We want change and we want it fast. Why not? If you start to believe that there is a single answer to your happiness out there, wouldn't you sprint to it if you could? Of course, it's never been that simple. Happiness is not a destination, and there are pitfalls and dangers at every level. We're distracted by our habits - our hobbies, diets, enemies and upbringing. 

Charles Duhigg gives some hope with what he calls "keystone habits" in his best-selling book The Power of Habit. Of these powerful, select habits, Duhigg wrote that they "say that success doesn't depend on getting every single thing right but instead relies on identifying a few key priorities and fashioning them into powerful levers".  

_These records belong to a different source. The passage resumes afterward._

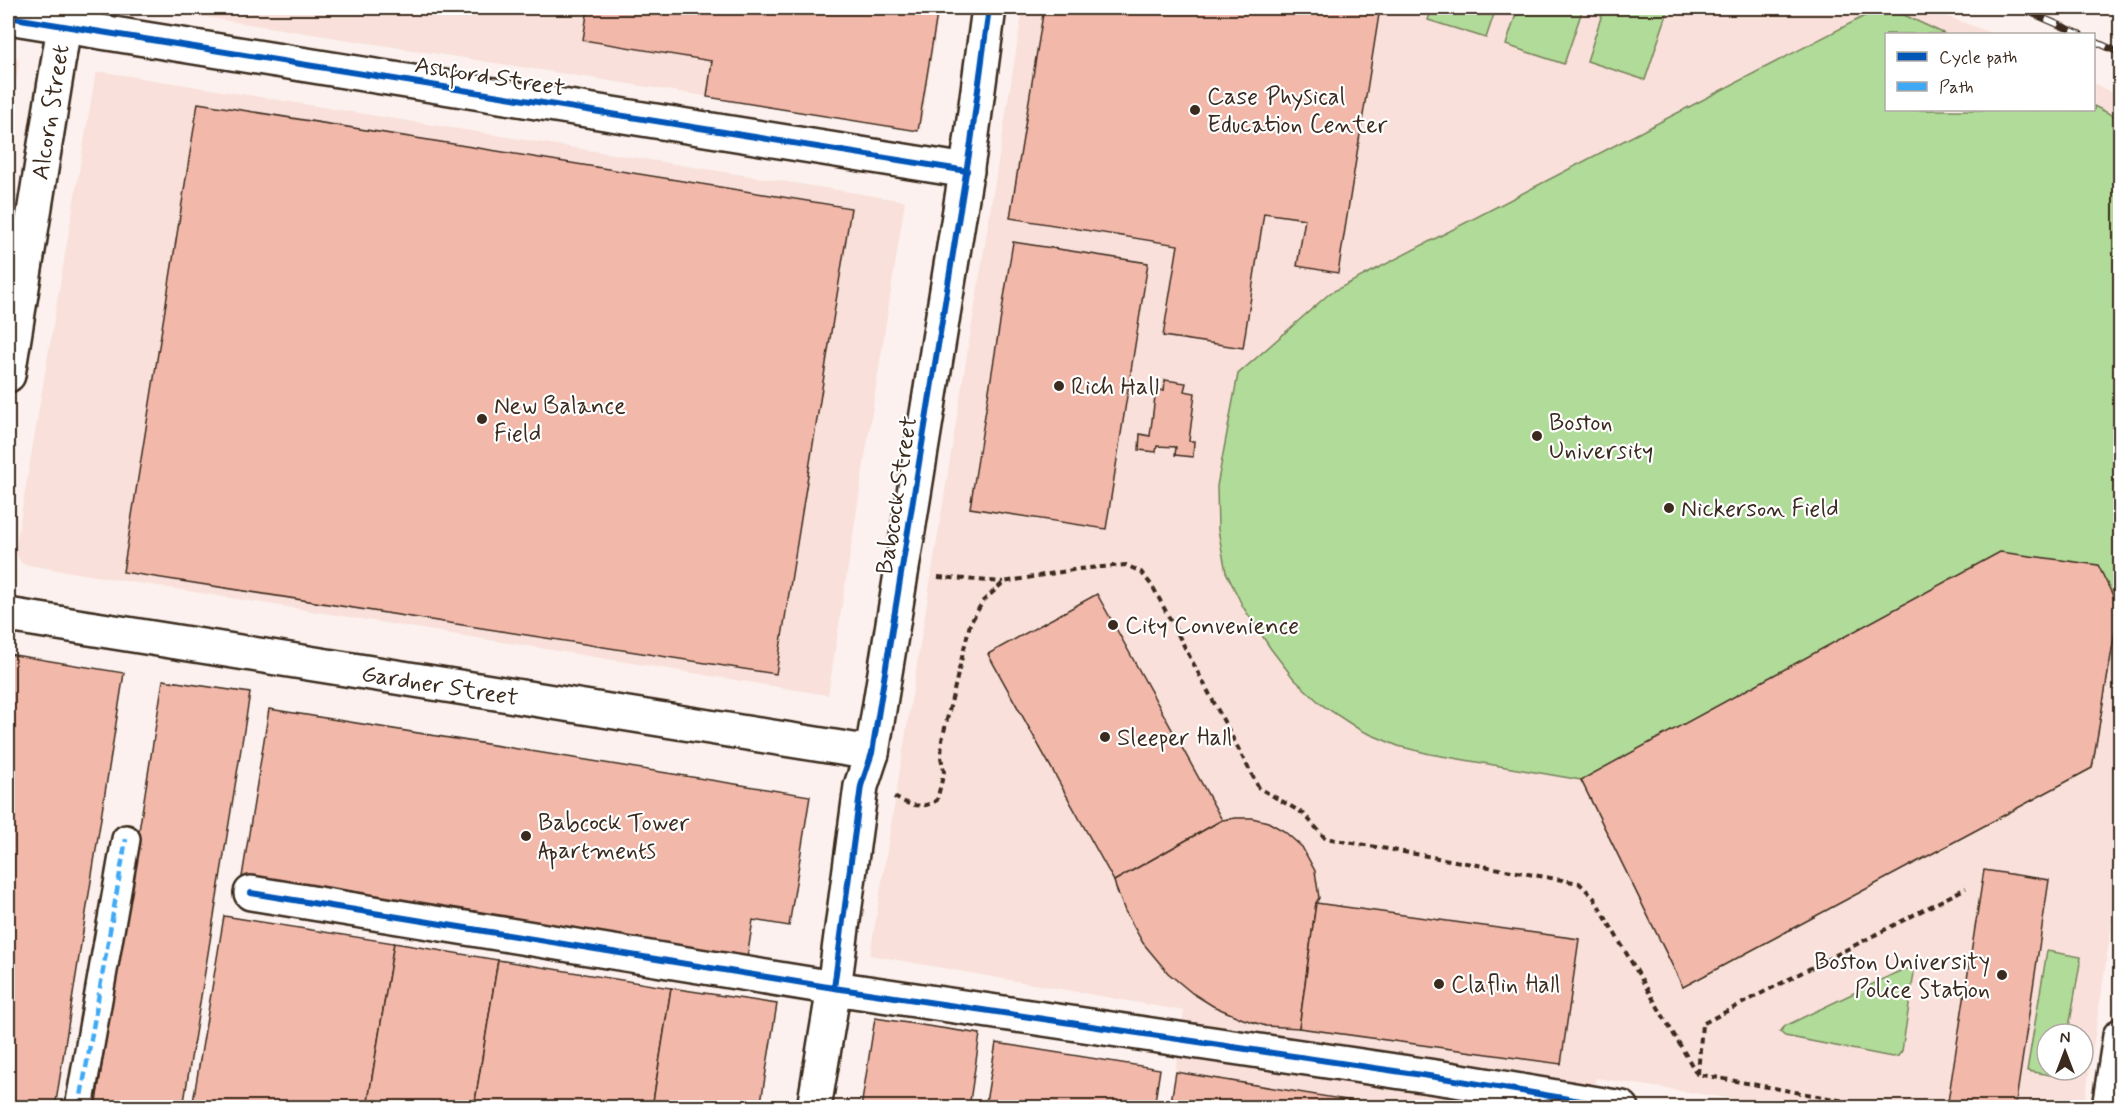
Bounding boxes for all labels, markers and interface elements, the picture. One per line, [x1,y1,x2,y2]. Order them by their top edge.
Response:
legend [1885,33,2095,111]
street label: Alcorn Street [25,42,77,182]
text: Cycle path [1939,46,2017,70]
street label: Ashford Street [412,50,567,107]
text: Path [1939,76,1974,100]
place label: Case Physical Education Center [1207,82,1388,141]
marker: Case Physical Education Center [1188,103,1202,117]
place label: Rich Hall [1071,372,1159,403]
marker: Rich Hall [1052,379,1066,393]
place label: New Balance Field [494,391,626,450]
place label: Boston University [1549,408,1653,467]
marker: New Balance Field [475,412,489,426]
street label: Babcock Street [870,414,925,577]
marker: Boston University [1530,429,1544,443]
place label: Nickerson Field [1681,494,1839,525]
marker: Nickerson Field [1662,501,1676,515]
place label: City Convenience [1125,611,1299,642]
marker: City Convenience [1106,618,1120,632]
street label: Gardner Street [359,659,520,714]
place label: Sleeper Hall [1117,723,1233,754]
marker: Sleeper Hall [1098,730,1112,744]
place label: Babcock Tower Apartments [538,808,689,870]
marker: Babcock Tower Apartments [519,829,533,843]
place label: Boston University Police Station [1814,947,1990,1006]
marker: Boston University Police Station [1995,968,2009,982]
place label: Claflin Hall [1451,970,1561,1001]
marker: Claflin Hall [1432,977,1446,991]
north arrow [2035,1022,2095,1082]
text: N [2060,1028,2070,1049]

Paul O'Neill is one of Duhigg's best examples. In 1987, O'Neill, a former successful government official, was asked to lead the transformation of Alcoa, one of the world's largest aluminum manufacturing companies. With unshakeable confidence, O'Neill took the CEO helm and demanded the entire international corporation make worker safety their number one priority. There was no talk of wages, profits, business relationships or parking spaces; O'Neill spoke only of safety and took steps at the most granular levels to make it happen. And he knew what he was doing.

Slowly and surely, O'Neill's Alcoa was invigorated and clear on their mission. The new strategy simplified everything down and employees became more productive, alert and proud. Business flourished and on top of everything else, everyone was safe.

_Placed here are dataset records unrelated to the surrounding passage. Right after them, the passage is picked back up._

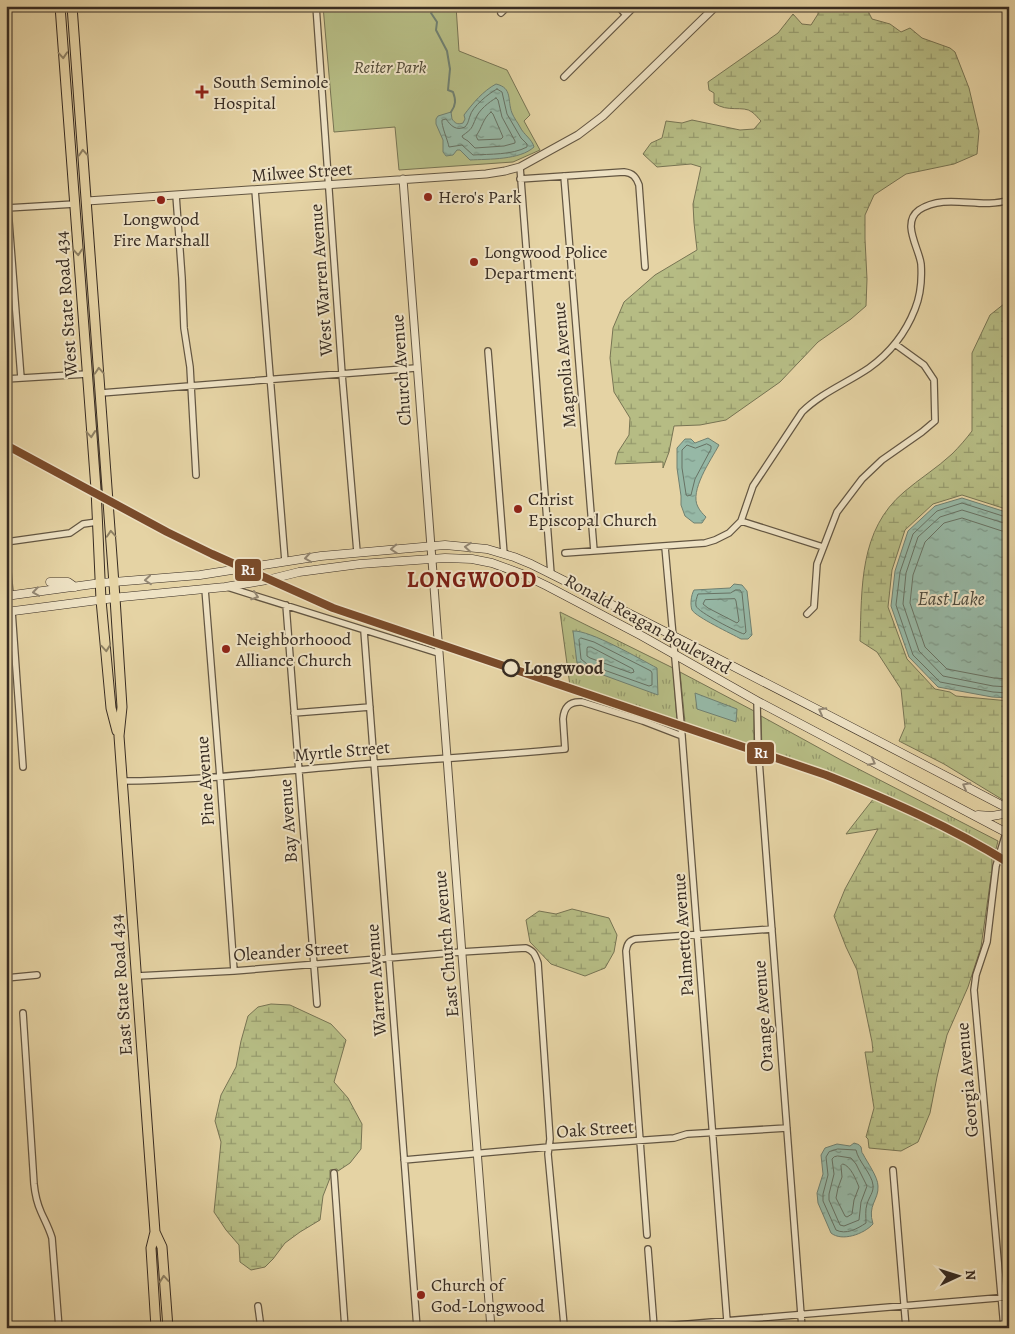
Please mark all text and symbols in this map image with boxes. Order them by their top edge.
one-way arrow [58,51,69,59]
park label: Reiter Park [353,55,427,79]
place label: South Seminole Hospital [213,70,329,115]
marker: South Seminole Hospital [195,85,209,99]
one-way arrow [78,148,89,156]
street label: Milwee Street [251,157,353,187]
place label: Hero's Park [438,185,522,209]
marker: Hero's Park [422,191,434,203]
marker: Longwood Fire Marshall [155,194,167,206]
street label: West Warren Avenue [304,203,338,358]
place label: Longwood Fire Marshall [113,207,210,252]
street label: West State Road 434 [49,230,83,379]
place label: Longwood Police Department [484,240,608,285]
one-way arrow [72,248,83,256]
marker: Longwood Police Department [468,256,480,268]
street label: Magnolia Avenue [547,301,581,429]
street label: Church Avenue [385,313,417,427]
one-way arrow [94,367,105,375]
one-way arrow [86,430,97,438]
place label: Christ Episcopal Church [528,487,658,532]
marker: Christ Episcopal Church [512,503,524,515]
one-way arrow [105,529,116,537]
one-way arrow [463,542,471,553]
one-way arrow [389,543,397,554]
one-way arrow [304,552,313,562]
line badge: R1 [234,558,262,582]
text: R1 [241,561,255,580]
district label: LONGWOOD [407,565,537,595]
street label: Ronald Reagan Boulevard [560,568,736,680]
one-way arrow [143,574,151,585]
one-way arrow [32,586,40,597]
water label: East Lake [917,586,985,612]
one-way arrow [250,590,259,600]
place label: Neighborhoood Alliance Church [235,627,352,672]
marker: Neighborhoood Alliance Church [220,643,232,655]
one-way arrow [100,644,111,652]
place label: Longwood [524,656,604,680]
marker: Longwood [502,659,520,677]
one-way arrow [818,707,827,717]
street label: Pine Avenue [190,735,220,827]
street label: Myrtle Street [293,735,391,767]
line badge: R1 [746,741,775,765]
text: R1 [754,744,768,763]
one-way arrow [867,756,876,766]
street label: Bay Avenue [273,778,303,864]
one-way arrow [962,782,971,792]
street label: East Church Avenue [428,870,464,1018]
street label: Palmetto Avenue [667,873,699,997]
street label: East State Road 434 [104,913,138,1057]
street label: Warren Avenue [360,923,392,1038]
street label: Oleander Street [232,935,350,967]
street label: Orange Avenue [747,959,779,1073]
street label: Georgia Avenue [950,1022,984,1138]
street label: Oak Street [555,1114,635,1144]
north arrow [932,1252,982,1302]
text: N [961,1269,980,1281]
place label: Church of God-Longwood [431,1273,545,1318]
one-way arrow [159,1275,170,1283]
marker: Church of God-Longwood [415,1289,427,1301]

It is the most insulting and inspiring concept to consider that we're all only a millimeter or a habit away from our dreams. It's the new glass half-full or half-empty question. 

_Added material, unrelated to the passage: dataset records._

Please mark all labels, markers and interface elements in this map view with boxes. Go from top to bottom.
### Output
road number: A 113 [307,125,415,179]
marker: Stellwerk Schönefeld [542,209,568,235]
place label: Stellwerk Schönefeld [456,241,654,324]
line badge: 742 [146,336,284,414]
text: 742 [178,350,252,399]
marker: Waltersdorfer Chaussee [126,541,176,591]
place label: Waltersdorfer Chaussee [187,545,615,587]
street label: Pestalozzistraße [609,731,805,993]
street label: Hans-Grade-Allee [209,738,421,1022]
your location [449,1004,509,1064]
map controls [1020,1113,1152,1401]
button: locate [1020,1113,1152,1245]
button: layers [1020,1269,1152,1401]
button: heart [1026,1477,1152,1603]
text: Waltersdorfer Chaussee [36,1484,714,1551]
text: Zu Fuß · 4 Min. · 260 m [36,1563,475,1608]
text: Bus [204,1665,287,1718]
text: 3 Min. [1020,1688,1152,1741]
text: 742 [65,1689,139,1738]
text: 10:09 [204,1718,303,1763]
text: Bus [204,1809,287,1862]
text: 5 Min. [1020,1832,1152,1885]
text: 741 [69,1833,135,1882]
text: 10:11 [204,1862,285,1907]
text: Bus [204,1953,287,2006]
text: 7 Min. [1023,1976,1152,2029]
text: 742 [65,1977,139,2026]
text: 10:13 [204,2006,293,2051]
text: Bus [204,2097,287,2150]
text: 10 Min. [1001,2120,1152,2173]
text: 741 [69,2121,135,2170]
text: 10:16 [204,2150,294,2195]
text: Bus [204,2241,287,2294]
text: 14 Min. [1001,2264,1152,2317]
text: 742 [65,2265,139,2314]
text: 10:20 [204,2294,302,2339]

The undeniable truth is that the glass is never full, there will always be problems. It is at the core of Buddhist spirituality and every entrepreneurial adventure. The challenge itself of our bodies is another: to keep them eating, sleeping, and breathing as long as we can. It is what Ernest Becker was saying in The Denial of Death - "The irony of man's condition is that the deepest need is to be free of the anxiety of death and annihilation; but it is life itself which awakens it, and so we must shrink from being fully alive." 

It makes it worth it to know it can end. When it comes to the keystone habit that could change it all, to believe in one side means you have to believe in the other. If it's always possible we can die in a car crash coming home from work tonight, shouldn't it be just as possible we can turn a mental corner and simply decide to live a life forever full of blinding passion?

The world can be a cruel place, we can't deny that. And it can offer you an amazing journey. It doesn't always have to be bigger, faster, and stronger when you can find attention, connection and awareness.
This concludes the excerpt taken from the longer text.